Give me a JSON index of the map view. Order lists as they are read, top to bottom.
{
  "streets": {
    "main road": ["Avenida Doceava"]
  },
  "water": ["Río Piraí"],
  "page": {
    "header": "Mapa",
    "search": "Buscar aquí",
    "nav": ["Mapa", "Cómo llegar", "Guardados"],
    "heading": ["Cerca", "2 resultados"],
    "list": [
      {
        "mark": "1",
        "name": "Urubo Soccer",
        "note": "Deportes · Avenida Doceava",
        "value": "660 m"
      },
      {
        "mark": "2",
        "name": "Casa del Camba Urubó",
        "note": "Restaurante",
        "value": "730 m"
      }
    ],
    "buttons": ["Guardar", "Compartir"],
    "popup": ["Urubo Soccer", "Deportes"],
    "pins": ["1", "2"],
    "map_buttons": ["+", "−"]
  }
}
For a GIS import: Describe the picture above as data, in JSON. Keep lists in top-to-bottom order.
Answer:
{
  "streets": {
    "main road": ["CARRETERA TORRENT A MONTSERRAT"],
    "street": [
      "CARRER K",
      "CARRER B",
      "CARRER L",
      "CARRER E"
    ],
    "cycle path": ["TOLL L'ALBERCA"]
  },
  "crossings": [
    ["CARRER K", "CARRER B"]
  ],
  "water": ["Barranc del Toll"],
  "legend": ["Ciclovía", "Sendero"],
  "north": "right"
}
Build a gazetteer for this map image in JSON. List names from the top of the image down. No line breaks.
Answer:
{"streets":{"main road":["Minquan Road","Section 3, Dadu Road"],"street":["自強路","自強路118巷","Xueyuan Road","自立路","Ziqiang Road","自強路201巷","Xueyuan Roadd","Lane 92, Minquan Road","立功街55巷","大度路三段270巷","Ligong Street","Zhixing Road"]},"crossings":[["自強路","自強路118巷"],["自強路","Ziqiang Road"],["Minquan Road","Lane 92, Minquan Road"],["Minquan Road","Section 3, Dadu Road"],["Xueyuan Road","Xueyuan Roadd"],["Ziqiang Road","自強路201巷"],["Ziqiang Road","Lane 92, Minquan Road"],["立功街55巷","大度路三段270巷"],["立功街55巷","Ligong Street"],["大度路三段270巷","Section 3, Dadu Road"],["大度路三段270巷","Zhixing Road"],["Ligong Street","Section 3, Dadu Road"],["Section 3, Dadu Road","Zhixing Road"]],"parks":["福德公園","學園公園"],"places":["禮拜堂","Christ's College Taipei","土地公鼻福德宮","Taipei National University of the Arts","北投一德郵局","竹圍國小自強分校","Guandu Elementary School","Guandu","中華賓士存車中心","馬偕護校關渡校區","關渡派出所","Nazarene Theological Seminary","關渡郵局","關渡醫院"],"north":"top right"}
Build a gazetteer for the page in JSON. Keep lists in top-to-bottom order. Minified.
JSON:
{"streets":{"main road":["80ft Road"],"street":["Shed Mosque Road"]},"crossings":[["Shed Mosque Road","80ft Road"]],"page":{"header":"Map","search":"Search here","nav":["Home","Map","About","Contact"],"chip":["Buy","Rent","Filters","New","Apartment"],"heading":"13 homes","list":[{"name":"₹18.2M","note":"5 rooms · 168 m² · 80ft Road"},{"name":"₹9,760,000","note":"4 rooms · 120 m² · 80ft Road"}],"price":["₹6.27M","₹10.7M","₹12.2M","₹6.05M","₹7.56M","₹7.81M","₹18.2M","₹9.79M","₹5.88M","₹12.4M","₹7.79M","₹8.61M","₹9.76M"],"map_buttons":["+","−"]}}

------------------------

▸ **Exercise brief**:
Repeat all the entries word for word.

▸ **Exercise answer**:
Give me a JSON index of the map view. Order lists as they are read, top to bottom.
{
  "streets": {
    "main road": ["Avenida Doceava"]
  },
  "water": ["Río Piraí"],
  "page": {
    "header": "Mapa",
    "search": "Buscar aquí",
    "nav": ["Mapa", "Cómo llegar", "Guardados"],
    "heading": ["Cerca", "2 resultados"],
    "list": [
      {
        "mark": "1",
        "name": "Urubo Soccer",
        "note": "Deportes · Avenida Doceava",
        "value": "660 m"
      },
      {
        "mark": "2",
        "name": "Casa del Camba Urubó",
        "note": "Restaurante",
        "value": "730 m"
      }
    ],
    "buttons": ["Guardar", "Compartir"],
    "popup": ["Urubo Soccer", "Deportes"],
    "pins": ["1", "2"],
    "map_buttons": ["+", "−"]
  }
}
For a GIS import: Describe the picture above as data, in JSON. Keep lists in top-to-bottom order.
Answer:
{
  "streets": {
    "main road": ["CARRETERA TORRENT A MONTSERRAT"],
    "street": [
      "CARRER K",
      "CARRER B",
      "CARRER L",
      "CARRER E"
    ],
    "cycle path": ["TOLL L'ALBERCA"]
  },
  "crossings": [
    ["CARRER K", "CARRER B"]
  ],
  "water": ["Barranc del Toll"],
  "legend": ["Ciclovía", "Sendero"],
  "north": "right"
}
Build a gazetteer for this map image in JSON. List names from the top of the image down. No line breaks.
Answer:
{"streets":{"main road":["Minquan Road","Section 3, Dadu Road"],"street":["自強路","自強路118巷","Xueyuan Road","自立路","Ziqiang Road","自強路201巷","Xueyuan Roadd","Lane 92, Minquan Road","立功街55巷","大度路三段270巷","Ligong Street","Zhixing Road"]},"crossings":[["自強路","自強路118巷"],["自強路","Ziqiang Road"],["Minquan Road","Lane 92, Minquan Road"],["Minquan Road","Section 3, Dadu Road"],["Xueyuan Road","Xueyuan Roadd"],["Ziqiang Road","自強路201巷"],["Ziqiang Road","Lane 92, Minquan Road"],["立功街55巷","大度路三段270巷"],["立功街55巷","Ligong Street"],["大度路三段270巷","Section 3, Dadu Road"],["大度路三段270巷","Zhixing Road"],["Ligong Street","Section 3, Dadu Road"],["Section 3, Dadu Road","Zhixing Road"]],"parks":["福德公園","學園公園"],"places":["禮拜堂","Christ's College Taipei","土地公鼻福德宮","Taipei National University of the Arts","北投一德郵局","竹圍國小自強分校","Guandu Elementary School","Guandu","中華賓士存車中心","馬偕護校關渡校區","關渡派出所","Nazarene Theological Seminary","關渡郵局","關渡醫院"],"north":"top right"}
Build a gazetteer for the page in JSON. Keep lists in top-to-bottom order. Minified.
JSON:
{"streets":{"main road":["80ft Road"],"street":["Shed Mosque Road"]},"crossings":[["Shed Mosque Road","80ft Road"]],"page":{"header":"Map","search":"Search here","nav":["Home","Map","About","Contact"],"chip":["Buy","Rent","Filters","New","Apartment"],"heading":"13 homes","list":[{"name":"₹18.2M","note":"5 rooms · 168 m² · 80ft Road"},{"name":"₹9,760,000","note":"4 rooms · 120 m² · 80ft Road"}],"price":["₹6.27M","₹10.7M","₹12.2M","₹6.05M","₹7.56M","₹7.81M","₹18.2M","₹9.79M","₹5.88M","₹12.4M","₹7.79M","₹8.61M","₹9.76M"],"map_buttons":["+","−"]}}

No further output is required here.